De repente, Billy comenzó a sentirse irreal de forma decidida, fuera de sí mismo, como si se tratase de uno de aquellos ejemplos de revistas Fate de proyección astral. Nombres -Heidi, Penschley, Linda, Houston- parecieron de repente sonar a falsos y a poca cosa, como los nombres que se componen sobre la marcha para un mal relato. Tuvo la sensación de que podía mirar detrás de las cosas y ver las luces, las cámaras, las llaves y algún "mundo real" inimaginable. El olor del mar parecía abrumado ante un olor de alimentos podridos y sal. Los sonidos se hacían distantes, como si flotasen a lo largo de un ancho vestíbulo.
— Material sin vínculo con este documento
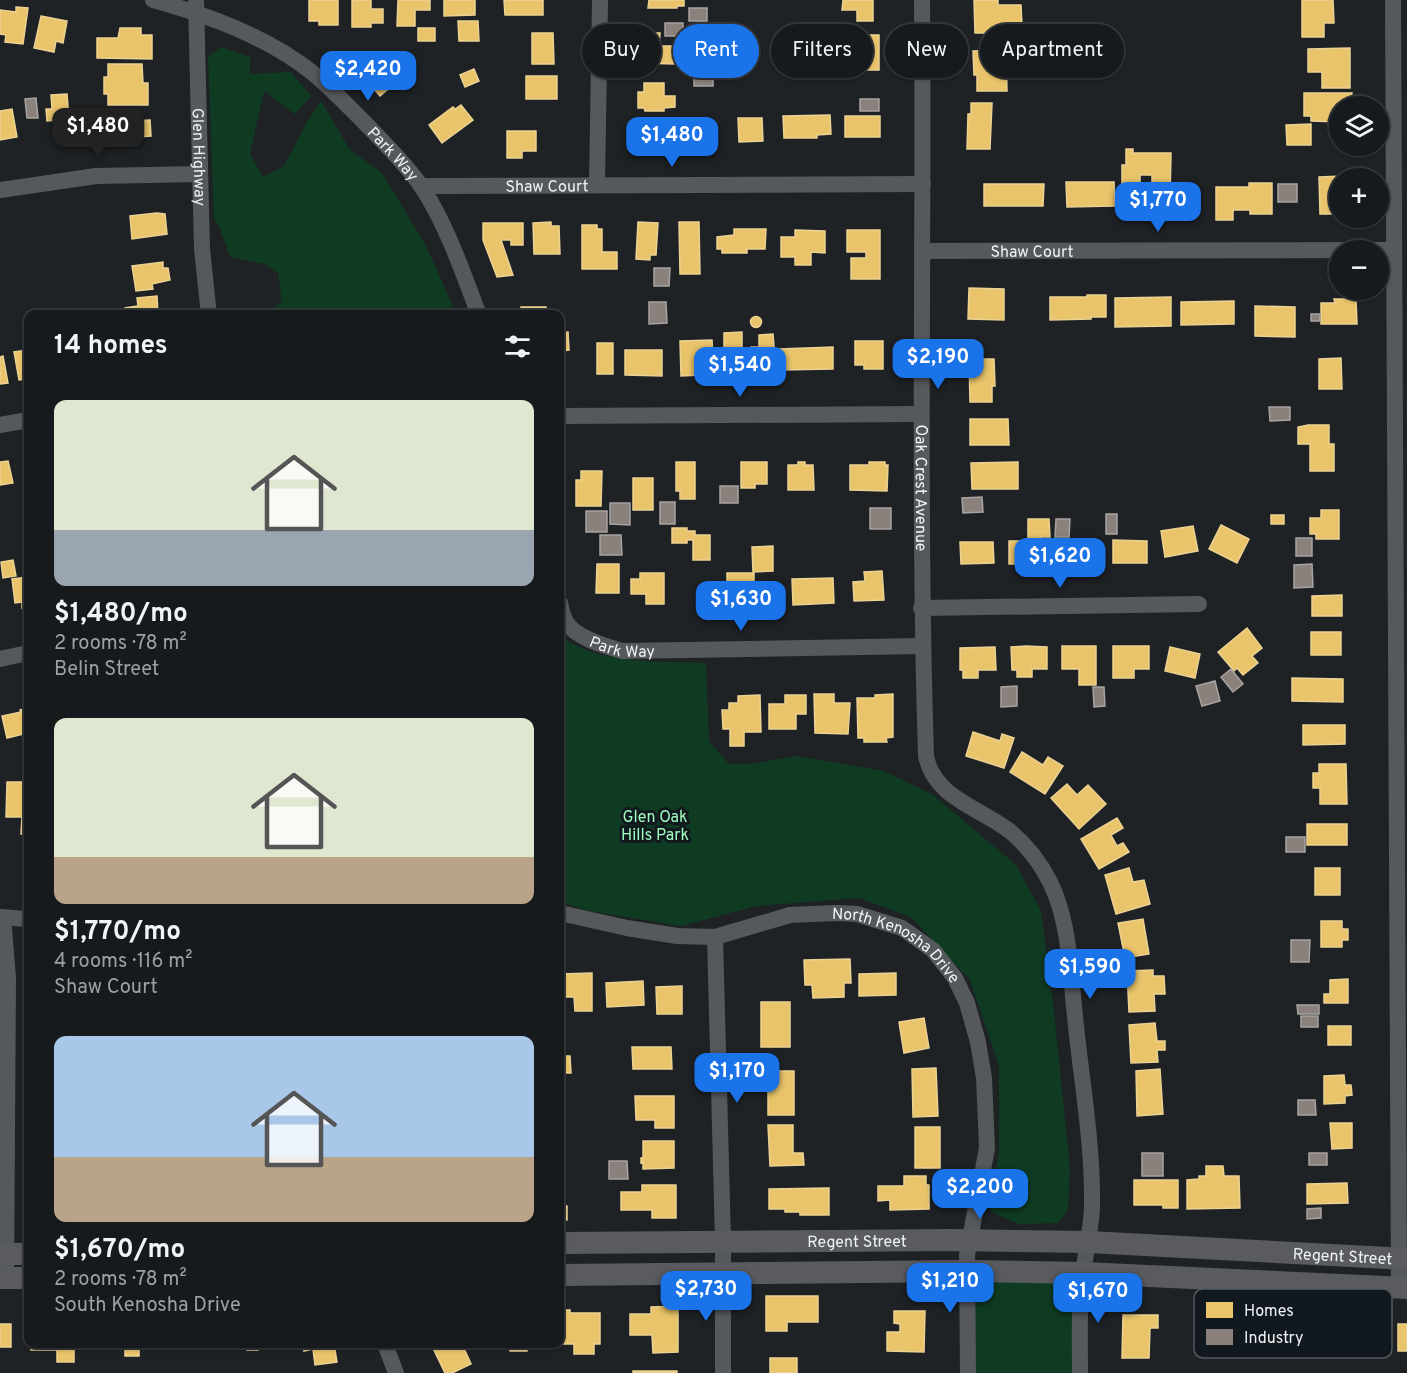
<!DOCTYPE html>
<meta charset="utf-8">
<style>
:root{--surface:#161a1c;--page:#1f2325;--text:#f1f3f6;--muted:#9ea1a3;--line:#35383b;--accent:#1a73e8}
body{margin:0;font-family:Overpass,sans-serif;background:var(--page);color:var(--text);height:100vh;display:flex;flex-direction:column;font-size:22px;white-space:nowrap}
*{box-sizing:border-box;margin:0}
p{font-size:20px;color:var(--muted)}
.icon{flex:none;width:33px;height:33px;fill:none;stroke:currentColor;stroke-width:2;stroke-linecap:round;stroke-linejoin:round}
.map{position:relative;flex:1;overflow:hidden}
.panel{position:absolute;left:24px;top:310px;width:540px;height:1038px;display:flex;flex-direction:column;background:var(--surface);border-radius:12px;box-shadow:0 2px 4px #0004,0 0 0 2px var(--line)}
.panel>*{flex:none}
.guide{position:absolute;left:582px;top:24px;width:570px;height:54px;display:flex;gap:12px}
.tools{position:absolute;left:1329px;top:96px;display:grid;gap:12px}
.tools a{display:grid;place-items:center;width:60px;height:60px;border-radius:50%;background:var(--surface);box-shadow:0 2px 4px #0004,0 0 0 2px var(--line);font-size:30px}
.price{position:absolute;translate:-50% -51px;padding:0 14px;border-radius:12px;background:var(--accent);color:#fff;font-size:20px;line-height:39px;filter:drop-shadow(0 2px 3px #0008)}
.price::after{content:'';position:absolute;left:50%;top:36px;width:18px;height:14px;margin-left:-9px;background:inherit;clip-path:polygon(0 0,100% 0,50% 100%)}
.price.active{background:#222;color:#fff}
ul{padding:0;list-style:none}
li{display:grid;align-content:center;gap:12px;height:318px;padding:0 30px}
li span{display:grid;place-items:center;height:186px;border-radius:12px;color:#555}
li>.icon{margin-inline-start:auto}
span .icon{width:108px;height:108px;fill:#fffc;stroke-width:1}
li b{font-size:26px}
h2{display:flex;justify-content:space-between;align-items:center;height:72px;padding:0 30px;font-size:26px}
.pill{padding:0 21px;border-radius:27px;background:var(--surface);box-shadow:0 2px 4px #0004,0 0 0 2px var(--line);font-size:21px;line-height:54px}
.pill.active{background:var(--accent);color:#fff}
.map>svg:first-child{display:block}
</style>
<div class="map">
<svg width="1407" height="1373" viewBox="0 0 1407 1373">
<rect width="100%" height="100%" fill="#1e2225"/>
<path fill="#103b23" d="M221 47 250 57V74L291 72 311 96 295 114 264 91 250 154 263 177 284 166 306 123 321 101 350 150 382 173 426 246 457 315H266L282 301 278 273 264 264 230 257 220 229 214 219 208 56Z
M560 635C594 665 662 661 706 663L709 741 729 764H751L796 756 884 771 933 795 1016 865 1041 911 1054 1012 1070 1169 1068 1209 1058 1223 1019 1224 991 1212V1189L999 1154V1066L970 980 911 917 859 898 757 906 681 926 584 910 560 901Z
M967 1271 1084 1273 1080 1373H968Z"/>
<path fill="#e9c46a" stroke="#ebd294" stroke-width="1.5" d="M309 0H338V25H319V21H309Z
M352 0H371V9H383V23H371V27H352Z
M398 0H430V10H415V26H397Z
M444 0H475V15L444 16Z
M504 0H543V15H505Z
M649 0H684V6H677V8H648Z
M843 0H873V21H857V10H842Z
M974 0H998V5H1021L1022 26H998V33H975Z
M1302 0H1333L1334 23H1324V37H1302Z
M16 7 28 8 23 44 5 42 6 35 0 34V10L16 12Z
M41 16 67 21 63 43 56 41 54 52 34 48Z
M458 21H478L479 41H459Z
M120 28H141V35H152V59L97 58V38H118Z
M418 28H435V41H418Z
M532 33H553L554 64H532Z
M639 33H660L659 46H674V64L639 63Z
M838 35H879V70H852V54H838Z
M1350 48V88H1322V72H1308V49Z
M1006 50 1007 91H977V75H974L973 51Z
M380 54 401 78 380 96 359 72Z
M108 64H142L143 83H148V105H108V94H104V77H108Z
M474 69 479 81 465 87 460 75Z
M526 76H557V99H526Z
M644 83H664V96H675V107L664 108V111H645L644 108H638V92H644Z
M1304 93H1352L1351 106H1340V122L1311 121V116H1304Z
M67 94 69 119 47 121 46 109H52L51 95Z
M971 103H992L990 149H967L968 114H971Z
M461 105 473 120 442 143 429 125 453 107 455 109Z
M12 109 17 137 0 140V111Z
M127 115V121L150 120 151 136 126 138 125 131 113 132 111 116Z
M830 115 831 134 817 135V138H784L783 116Z
M845 116H880V137H845Z
M738 118H762L763 141 739 142Z
M1311 124V145H1287L1286 125Z
M507 131H536V151H522V158H507Z
M635 132H684V152H645V147H635Z
M1126 149H1133V153H1171L1170 200H1152V175H1140V186H1122V165H1126Z
M1342 176V178H1340V214H1320L1319 177Z
M1066 182H1114L1115 206 1067 207Z
M1249 183H1272V214H1250V210H1233V220H1216V187H1249Z
M984 184H1044L1043 206H984Z
M157 213 165 214 167 234 132 239 130 216Z
M551 222V226H559L560 254H534L533 223Z
M638 222 658 223 656 255H650V260L636 259Z
M679 222H699L700 274H680Z
M483 223H523V245H511V240H501L513 275 497 277 483 240Z
M582 225H597V229H602V252H617V269H582Z
M734 229H766L765 249H747V253H722V249H717V237L734 235Z
M795 230 825 231V253L811 252V265H795V257H781V237H795Z
M847 230H880V279H851V258H866V252H847Z
M163 262V268H168L170 280 152 284 153 289 136 291 132 266Z
M969 288 1004 289V320L968 319Z
M1087 295H1106V317H1091V319L1050 320V297H1087Z
M157 296 158 315H126L125 308 138 306 137 298Z
M1171 297V326L1115 327V298Z
M1334 299H1356L1357 324H1321V303H1335Z
M1234 301V324L1181 325V302Z
M1255 306 1295 307V337L1255 336Z
M521 307H546V315H521Z
M750.5 322a5.5 5.5 0 1 1 11 0a5.5 5.5 0 1 1-11 0Z
M568 332 569 350 560 351V333Z
M742 332V350H751V347H759V335L773 334 776 371H752V377H735V372H724V333Z
M712 340 713 357H701V375L681 376 680 341Z
M855 341H883V369H864V365H855Z
M597 343H613V374H597Z
M833 347V369L780 370 779 349Z
M28 350V379L19 380 14 352Z
M625 350H662V376L625 375Z
M3 356 8 383 0 384V357Z
M1341 358 1342 389H1319V359Z
M969 359H994L995 386H992V402H970Z
M970 419H1008L1009 445H970Z
M1308 425H1329V444H1334V471H1310V444H1298V427Z
M23 458H28V481H27Z
M8 461 13 483 0 485V462Z
M676 462H695V499H680V491H676Z
M741 462H767V484H755V488H741Z
M798 462H805V465H813L814 490H788V465H798Z
M869 462H885V465H888L887 491 850 490V465H869Z
M1018 462V489H972L971 463Z
M581 471H602L601 506H576V480H581Z
M633 478H653V510H633Z
M1321 510H1339V539H1316V534H1310V518H1321Z
M1271 515H1284V524H1271Z
M1028 519H1049L1050 537H1041V564H1009V541H1028Z
M1221 525 1249 539 1237 563 1209 549Z
M1193 526 1198 551 1165 557 1161 531Z
M672 528H687V531H695V535H710V560H693V540H687V543H672Z
M1113 540 1147 541V563H1113Z
M1062 541H1096V563H1063Z
M960 542H993L994 563 961 564Z
M773 546V571L753 572 752 547Z
M13 560 16 576 3 578 1 562Z
M597 564H619V593H596Z
M882 571 884 600 854 601 853 582 865 581 864 572Z
M640 573H664V604H646V594H631V579H640Z
M727 573H754V596L727 597Z
M28 577V607L22 608V602L15 603 12 579Z
M833 578 834 603 793 605 792 579Z
M1342 595V616H1312V596Z
M1247 628 1262 648 1252 656 1258 663 1243 675 1237 668 1234 671 1218 652Z
M1311 632H1341V655H1311Z
M1026 646 1047 647V669H1032V677H1017V670H1012L1011 647Z
M1062 646H1096V685H1079V669H1062Z
M1113 646H1149V669H1134V678H1113Z
M995 647 996 670H978V678H963V670H960V648Z
M1170 647 1200 654 1195 678 1165 671Z
M1292 678 1343 679V702L1292 701Z
M814 694H834V703H850L848 734 815 733Z
M893 694V737L886 738 887 742H864V738H858L857 698H875V695Z
M760 695 761 732H744V746H730V729H723L722 710H729V703H738V696Z
M785 695H806V714H796V729H769V704H785Z
M28 708V733L7 738 2 716 21 712 20 710Z
M1303 725H1345V744L1303 745Z
M973 732 1000 741 1002 734 1014 738 1004 768 966 756Z
M1022 752 1043 765 1048 757 1063 766 1045 794 1010 772Z
M1319 764H1346L1347 804H1320V788H1313V773H1319Z
M7 782H25L24 805H28V834H21L22 817H6Z
M1067 784 1077 795 1088 785 1106 804 1079 829 1051 798Z
M1117 818 1123 828 1111 835 1117 846 1123 843 1129 852 1099 869 1081 839Z
M1307 824H1347V845H1307Z
M1129 868 1133 882 1144 880 1150 904 1116 914 1105 875Z
M1315 868H1340V895H1315Z
M1143 919 1149 954 1125 958 1118 923Z
M1321 921H1342V929H1348V940H1342V947H1321Z
M850 959 851 983H844V997L813 998 812 985H805L804 960Z
M1153 970V976H1164L1165 994H1154L1155 1011 1129 1012 1127 971Z
M592 973V1011H575L574 997H560V974Z
M896 973V995L859 996V974Z
M1348 979V1003H1324V994H1330V980Z
M643 981 644 1005 607 1007 606 983Z
M682 986V1014H657L656 987Z
M761 1002H790V1047H761Z
M924 1018 929 1048 904 1053 899 1022Z
M1155 1023 1157 1041H1165V1050H1157L1158 1062 1131 1063 1129 1025Z
M1328 1026H1351V1045H1328Z
M632 1047H671L672 1069H633Z
M560 1056H570L571 1073H560Z
M936 1068 938 1116 913 1117 912 1069Z
M1160 1069 1163 1114 1137 1116 1136 1071Z
M768 1071H794V1115H768Z
M1344 1075 1345 1085H1351L1352 1095 1345 1096V1103L1324 1104V1076Z
M635 1096H674V1128H655V1120H636Z
M560 1098H565V1113H560Z
M1330 1123H1352V1148L1332 1149Z
M768 1125H793V1153H803L804 1165 770 1166Z
M915 1127H940V1168H915Z
M643 1141H674V1168L643 1169V1162L641 1163V1158H643Z
M1206 1166H1223L1224 1176H1239L1240 1208 1187 1209V1180L1199 1179V1176H1206Z
M904 1176H926V1185H929V1209L890 1210V1200L878 1201V1186H904Z
M1134 1180H1178V1208H1163V1205H1134Z
M1347 1183 1348 1203 1307 1204V1184Z
M642 1185H676V1218H652V1210H621V1192H642Z
M829 1188V1215H800V1212H785V1209H769V1189Z
M560 1206H567V1220H560Z
M766 1296H818V1322H787V1331H766Z
M678 1306V1352L653 1353 652 1335H630V1314H651V1307Z
M560 1310H570V1313H600V1344H594V1354H574V1344H560Z
M894 1311H925L924 1352 887 1351V1332H900V1324L894 1323Z
M1123 1315H1158V1328H1150L1149 1358H1122Z
M0 1324H11V1347H0Z
M1398 1324H1407V1351H1398Z
M31 1344H74V1362H57V1350H31Z
M98 1344H139V1356H125V1349H98Z
M155 1344H197V1347H155Z
M228 1344H258V1350H247V1344Z
M303 1344H334L337 1362 315 1365 313 1349 304 1351Z
M431 1344H462L471 1364 452 1373H445Z
M510 1344H527V1351H510Z
M770 1358H797V1373H770Z
M633 1371H677V1373H633Z"/>
<path fill="#8a817c" stroke="#a8a3a1" stroke-width="1.5" d="M689 8H707V21H689Z
M665 23H683V36H665Z
M694 71H713V86H694Z
M36 98 38 118H27L25 99Z
M860 99H879V111H860Z
M712 138 713 153 701 154V139Z
M1278 184H1297V202H1278Z
M654 268H670L669 286H654Z
M649 302H666L667 323 649 324Z
M1311 314H1320V321H1311Z
M1269 407H1290V420L1270 421Z
M720 486H738V503H720Z
M982 497 983 512 963 513 962 498Z
M660 502H675V524H660Z
M610 503H630V525L610 524Z
M870 508H891V529H870Z
M586 511H607V532H586Z
M1106 514H1117V534H1106Z
M1056 519H1070L1069 537H1055Z
M600 535H621L622 555H600Z
M1296 538H1312V556H1296Z
M1312 564 1313 587 1294 588V565Z
M1231 669 1243 684 1233 692 1221 677Z
M1215 681 1220 701 1202 706 1196 686Z
M1017 686V706L1001 707V687Z
M1093 687H1104L1105 706 1094 707Z
M1286 837H1305V852H1286Z
M1291 940H1310L1309 962H1291Z
M1297 1005H1319V1014H1298Z
M1301 1016H1318V1027H1301Z
M1298 1100H1315L1316 1115H1298Z
M1142 1153H1163V1176H1142Z
M1309 1153H1327V1165H1309Z
M609 1161H627L628 1179H609Z
M1321 1208V1218L1307 1219V1209Z"/>
<g fill="none" stroke-linecap="round" stroke-linejoin="round">
<g stroke="#56595c" stroke-width="16">
<path id="s1" d="M153 0C208 15 269 37 314 74 332 89 349 107 367 125 385 144 406 164 421 186 446 223 463 273 479 315"/>
<path id="s2" d="M922 0C924 252 918 504 926 756 934 798 981 808 1011 832 1026 845 1041 864 1050 882 1070 922 1070 972 1075 1016 1081 1079 1093 1142 1092 1206 1091 1235 1083 1262 1081 1291 1079 1318 1080 1346 1080 1373"/>
<path d="M1393 0 1399 1288"/>
<path id="s3" d="M196 1 202 249 209 315"/>
<path d="M597 185 600 0"/>
<path id="s4" d="M421 186 923 184"/>
<path d="M0 190 96 176 200 174"/>
<path id="s5" d="M922 251 1394 250"/>
<path d="M560 416 921 414"/>
<path d="M0 425 28 420"/>
<path id="s6" d="M560 603C561 609 563 616 566 622 576 638 605 646 622 651L922 646"/>
<path d="M921 608 1199 604"/>
<path d="M0 659 28 653"/>
<path id="s7" d="M560 913 627 928 677 936 715 937 790 915 837 913 857 914 902 928 933 950 955 978 967 1003 978 1042 984 1078 987 1148 967 1255 968 1373"/>
<path d="M0 917 28 919"/>
<path d="M3 917 8 978 6 1278"/>
<path d="M715 937 723 1241V1373"/>
<path d="M385 1344 396 1373"/>
</g>
<g stroke="#5a5b5e" stroke-width="22">
<path id="s8" d="M560 1243 952 1240 1089 1242 1407 1259"/>
<path d="M0 1254H28"/>
<path d="M560 1275 967 1271 1084 1273 1407 1288"/>
<path d="M0 1278H28"/>
</g>
</g>
<g text-anchor="middle" stroke-width="6" stroke-linejoin="round" paint-order="stroke">
<g font-size="16" fill="#eff3f7" stroke="#12191e">
<text dy="6" stroke="none"><textPath href="#s1" startOffset="291">Park Way</textPath></text>
<text dy="6" stroke="none"><textPath href="#s3" startOffset="156">Glen Highway</textPath></text>
<text dy="6" stroke="none"><textPath href="#s4" startOffset="126">Shaw Court</textPath></text>
<text dy="6" stroke="none"><textPath href="#s5" startOffset="110">Shaw Court</textPath></text>
<text dy="6" stroke="none"><textPath href="#s2" startOffset="488">Oak Crest Avenue</textPath></text>
<text dy="6" stroke="none"><textPath href="#s6" startOffset="84">Park Way</textPath></text>
<text dy="6" stroke="none"><textPath href="#s7" startOffset="352">North Kenosha Drive</textPath></text>
<text dy="6" stroke="none"><textPath href="#s8" startOffset="297">Regent Street</textPath></text>
<text dy="6" stroke="none"><textPath href="#s8" startOffset="783">Regent Street</textPath></text>
</g>
<g font-size="16" fill="#9dfdbe" stroke="#12191e">
<text x="655" y="822">Glen Oak<tspan x="655" dy="18">Hills Park</tspan></text>
</g>
</g>
<rect x="1194" y="1289" width="198" height="69" rx="9" fill="#12191e" stroke="#545a5f" stroke-width="1.5"/>
<rect x="1206" y="1302" width="27" height="16" fill="#e9c46a"/>
<rect x="1206" y="1329" width="27" height="16" fill="#8a817c"/>
<g font-size="16" fill="#eff3f7">
<text x="1244" y="1316">Homes</text>
<text x="1244" y="1343">Industry</text>
</g>
</svg>
<div class="tools">
<a><svg class="icon" aria-label="layers" viewBox="0 0 24 24"><path d="M12 4l9 5-9 5-9-5zM3 14l9 5 9-5"/></svg></a>
<a>+</a>
<a>−</a>
</div>
<b class="price" style="left:368px;top:102px">$2,420</b>
<b class="price active" style="left:98px;top:159px">$1,480</b>
<b class="price" style="left:672px;top:168px">$1,480</b>
<b class="price" style="left:1158px;top:233px">$1,770</b>
<b class="price" style="left:938px;top:390px">$2,190</b>
<b class="price" style="left:740px;top:398px">$1,540</b>
<b class="price" style="left:1060px;top:589px">$1,620</b>
<b class="price" style="left:741px;top:632px">$1,630</b>
<b class="price" style="left:1090px;top:1000px">$1,590</b>
<b class="price" style="left:737px;top:1104px">$1,170</b>
<b class="price" style="left:980px;top:1220px">$2,200</b>
<b class="price" style="left:950px;top:1314px">$1,210</b>
<b class="price" style="left:706px;top:1322px">$2,730</b>
<b class="price" style="left:1098px;top:1324px">$1,670</b>
<div class="guide">
<a class="pill">Buy</a>
<a class="pill active">Rent</a>
<a class="pill">Filters</a>
<a class="pill">New</a>
<a class="pill">Apartment</a>
</div>
<section class="panel">
<h2>14 homes<svg class="icon" aria-label="filters" viewBox="0 0 24 24"><path d="M4 7h16M4 17h16"/><circle cx="9" cy="7" r="2"/><circle cx="15" cy="17" r="2"/></svg></h2>
<ul>
<li><span style="background:linear-gradient(#dfe7d0 70%,#9aa5b1 0)"><svg class="icon" aria-label="home" viewBox="0 0 24 24"><path d="M3 11l9-7 9 7M6 9v11h12V9"/></svg></span><div><b>$1,480/mo</b><p>2 rooms · 78 m²</p><p>Belin Street</p></div></li>
<li><span style="background:linear-gradient(#dfe7d0 75%,#b9a48a 0)"><svg class="icon" aria-label="home" viewBox="0 0 24 24"><path d="M3 11l9-7 9 7M6 9v11h12V9"/></svg></span><div><b>$1,770/mo</b><p>4 rooms · 116 m²</p><p>Shaw Court</p></div></li>
<li><span style="background:linear-gradient(#a9c7e8 65%,#b9a48a 0)"><svg class="icon" aria-label="home" viewBox="0 0 24 24"><path d="M3 11l9-7 9 7M6 9v11h12V9"/></svg></span><div><b>$1,670/mo</b><p>2 rooms · 78 m²</p><p>South Kenosha Drive</p></div></li>
</ul>
</section>
</div>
Mierda, proyección astral -pronunció una voz tenue-. Me parece que estás a punto de pillar una insolación, amigo mío.

Eso es ridículo. No he tenido una insolación en toda mi vida.

Bueno, supongo que cuando uno pierde cincuenta y cuatro kilos, el termostato se va al carajo. ¿Vas a salir ahora del sol o te llevarán a una sala de urgencias en alguna parte donde te proporcionarán una Cruz Azul y un número de Protección Azul?

–Muy bien, ya me has hablado de ello -musitó Billy.

Un chico que pasaba a su lado y que se iba metiendo una caja de Reese's Pieces en la boca, se volvió y le dirigió una dura mirada.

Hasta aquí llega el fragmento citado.